**Work instruction**
Search the records for "linecap". Report every line where it occurs.

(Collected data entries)
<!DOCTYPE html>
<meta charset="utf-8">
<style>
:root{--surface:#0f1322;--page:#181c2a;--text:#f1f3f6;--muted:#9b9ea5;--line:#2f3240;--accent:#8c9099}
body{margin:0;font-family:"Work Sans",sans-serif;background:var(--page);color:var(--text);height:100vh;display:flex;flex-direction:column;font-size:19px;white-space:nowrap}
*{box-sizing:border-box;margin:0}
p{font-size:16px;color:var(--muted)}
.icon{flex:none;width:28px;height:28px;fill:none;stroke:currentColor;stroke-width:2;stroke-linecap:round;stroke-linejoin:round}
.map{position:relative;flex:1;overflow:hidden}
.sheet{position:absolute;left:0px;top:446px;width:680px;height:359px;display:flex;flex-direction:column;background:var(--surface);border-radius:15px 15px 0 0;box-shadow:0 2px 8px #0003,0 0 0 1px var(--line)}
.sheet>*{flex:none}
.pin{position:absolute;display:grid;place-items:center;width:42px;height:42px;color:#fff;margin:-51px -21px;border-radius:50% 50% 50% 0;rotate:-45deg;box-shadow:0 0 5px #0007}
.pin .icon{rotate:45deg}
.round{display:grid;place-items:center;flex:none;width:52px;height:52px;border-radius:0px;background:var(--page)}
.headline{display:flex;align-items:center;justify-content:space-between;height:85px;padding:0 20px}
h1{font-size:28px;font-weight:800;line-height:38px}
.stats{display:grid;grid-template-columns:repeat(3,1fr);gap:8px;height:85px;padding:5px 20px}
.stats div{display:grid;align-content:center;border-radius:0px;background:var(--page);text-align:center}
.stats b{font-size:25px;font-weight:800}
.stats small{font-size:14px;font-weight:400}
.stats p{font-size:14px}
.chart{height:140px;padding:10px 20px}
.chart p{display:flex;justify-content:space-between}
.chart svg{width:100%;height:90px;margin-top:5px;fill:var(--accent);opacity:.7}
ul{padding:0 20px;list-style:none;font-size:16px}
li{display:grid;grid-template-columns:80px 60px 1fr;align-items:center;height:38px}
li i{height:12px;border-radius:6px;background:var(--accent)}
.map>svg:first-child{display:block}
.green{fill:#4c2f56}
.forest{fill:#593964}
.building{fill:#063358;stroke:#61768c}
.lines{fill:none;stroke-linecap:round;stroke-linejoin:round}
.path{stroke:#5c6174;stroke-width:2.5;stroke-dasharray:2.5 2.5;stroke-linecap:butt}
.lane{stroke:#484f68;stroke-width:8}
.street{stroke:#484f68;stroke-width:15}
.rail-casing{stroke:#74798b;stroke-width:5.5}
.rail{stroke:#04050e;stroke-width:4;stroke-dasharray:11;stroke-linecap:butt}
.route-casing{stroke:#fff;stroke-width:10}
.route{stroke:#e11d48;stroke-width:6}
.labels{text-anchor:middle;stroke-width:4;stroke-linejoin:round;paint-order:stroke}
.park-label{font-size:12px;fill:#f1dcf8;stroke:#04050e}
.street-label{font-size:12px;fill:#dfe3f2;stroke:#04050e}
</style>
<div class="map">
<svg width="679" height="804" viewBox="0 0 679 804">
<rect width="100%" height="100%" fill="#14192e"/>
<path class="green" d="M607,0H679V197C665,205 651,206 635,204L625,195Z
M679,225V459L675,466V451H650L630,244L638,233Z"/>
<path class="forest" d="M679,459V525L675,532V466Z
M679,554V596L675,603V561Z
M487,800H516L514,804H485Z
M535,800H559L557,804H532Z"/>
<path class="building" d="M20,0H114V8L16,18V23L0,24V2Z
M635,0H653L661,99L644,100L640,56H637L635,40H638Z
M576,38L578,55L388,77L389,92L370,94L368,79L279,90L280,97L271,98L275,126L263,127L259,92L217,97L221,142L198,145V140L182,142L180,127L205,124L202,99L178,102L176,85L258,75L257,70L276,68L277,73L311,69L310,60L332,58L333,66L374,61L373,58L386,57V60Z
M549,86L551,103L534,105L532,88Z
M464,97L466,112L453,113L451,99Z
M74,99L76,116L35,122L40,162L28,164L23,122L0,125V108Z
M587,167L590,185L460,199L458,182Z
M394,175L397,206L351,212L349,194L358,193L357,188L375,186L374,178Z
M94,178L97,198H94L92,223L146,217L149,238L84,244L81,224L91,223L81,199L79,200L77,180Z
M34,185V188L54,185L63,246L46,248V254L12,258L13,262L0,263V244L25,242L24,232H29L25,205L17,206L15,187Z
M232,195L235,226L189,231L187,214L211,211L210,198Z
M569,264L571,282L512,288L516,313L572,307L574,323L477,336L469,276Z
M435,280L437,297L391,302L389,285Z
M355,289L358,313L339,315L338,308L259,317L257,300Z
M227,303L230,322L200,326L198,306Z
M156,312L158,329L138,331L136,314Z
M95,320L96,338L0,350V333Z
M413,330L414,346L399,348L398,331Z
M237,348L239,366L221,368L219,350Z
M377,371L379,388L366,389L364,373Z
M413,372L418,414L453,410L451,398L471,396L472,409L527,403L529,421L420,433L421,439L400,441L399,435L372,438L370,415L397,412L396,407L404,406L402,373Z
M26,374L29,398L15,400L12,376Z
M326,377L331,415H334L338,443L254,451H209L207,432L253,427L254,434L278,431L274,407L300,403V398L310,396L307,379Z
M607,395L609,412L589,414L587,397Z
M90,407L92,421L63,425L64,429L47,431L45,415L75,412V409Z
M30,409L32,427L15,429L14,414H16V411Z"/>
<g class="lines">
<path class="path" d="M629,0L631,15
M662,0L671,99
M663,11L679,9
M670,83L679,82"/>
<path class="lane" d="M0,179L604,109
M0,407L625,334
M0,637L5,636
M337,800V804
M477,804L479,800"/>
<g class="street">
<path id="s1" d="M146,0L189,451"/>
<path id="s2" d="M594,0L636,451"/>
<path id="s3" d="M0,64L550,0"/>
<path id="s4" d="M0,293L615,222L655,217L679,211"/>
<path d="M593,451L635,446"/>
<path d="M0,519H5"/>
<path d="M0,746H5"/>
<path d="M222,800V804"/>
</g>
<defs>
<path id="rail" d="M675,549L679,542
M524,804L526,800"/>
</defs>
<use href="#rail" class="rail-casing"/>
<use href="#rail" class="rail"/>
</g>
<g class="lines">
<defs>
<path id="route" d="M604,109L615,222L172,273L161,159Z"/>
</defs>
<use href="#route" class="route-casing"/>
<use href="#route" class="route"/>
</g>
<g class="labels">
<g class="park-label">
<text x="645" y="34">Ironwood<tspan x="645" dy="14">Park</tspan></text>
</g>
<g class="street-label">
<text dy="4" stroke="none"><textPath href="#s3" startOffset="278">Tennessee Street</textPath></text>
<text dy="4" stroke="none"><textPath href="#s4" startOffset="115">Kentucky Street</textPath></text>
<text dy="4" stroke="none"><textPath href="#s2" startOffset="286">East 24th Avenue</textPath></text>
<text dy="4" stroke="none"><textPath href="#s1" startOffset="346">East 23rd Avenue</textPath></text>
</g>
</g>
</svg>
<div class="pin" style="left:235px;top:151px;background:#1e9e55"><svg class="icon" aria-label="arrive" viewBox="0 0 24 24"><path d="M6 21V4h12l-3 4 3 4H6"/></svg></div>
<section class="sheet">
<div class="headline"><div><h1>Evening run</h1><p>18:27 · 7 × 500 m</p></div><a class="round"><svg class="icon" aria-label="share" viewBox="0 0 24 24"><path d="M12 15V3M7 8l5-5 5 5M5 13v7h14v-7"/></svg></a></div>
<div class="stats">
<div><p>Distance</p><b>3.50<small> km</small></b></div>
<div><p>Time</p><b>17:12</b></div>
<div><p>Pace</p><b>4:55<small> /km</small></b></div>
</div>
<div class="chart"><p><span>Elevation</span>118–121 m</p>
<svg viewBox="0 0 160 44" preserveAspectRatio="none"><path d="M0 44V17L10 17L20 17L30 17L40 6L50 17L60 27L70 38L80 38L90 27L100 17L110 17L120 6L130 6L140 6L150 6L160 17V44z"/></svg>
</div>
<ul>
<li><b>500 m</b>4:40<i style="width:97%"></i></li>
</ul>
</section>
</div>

**Exercise output**
.icon{flex:none;width:28px;height:28px;fill:none;stroke:currentColor;stroke-width:2;stroke-linecap:round;stroke-linejoin:round}
.lines{fill:none;stroke-linecap:round;stroke-linejoin:round}
.path{stroke:#5c6174;stroke-width:2.5;stroke-dasharray:2.5 2.5;stroke-linecap:butt}
.rail{stroke:#04050e;stroke-width:4;stroke-dasharray:11;stroke-linecap:butt}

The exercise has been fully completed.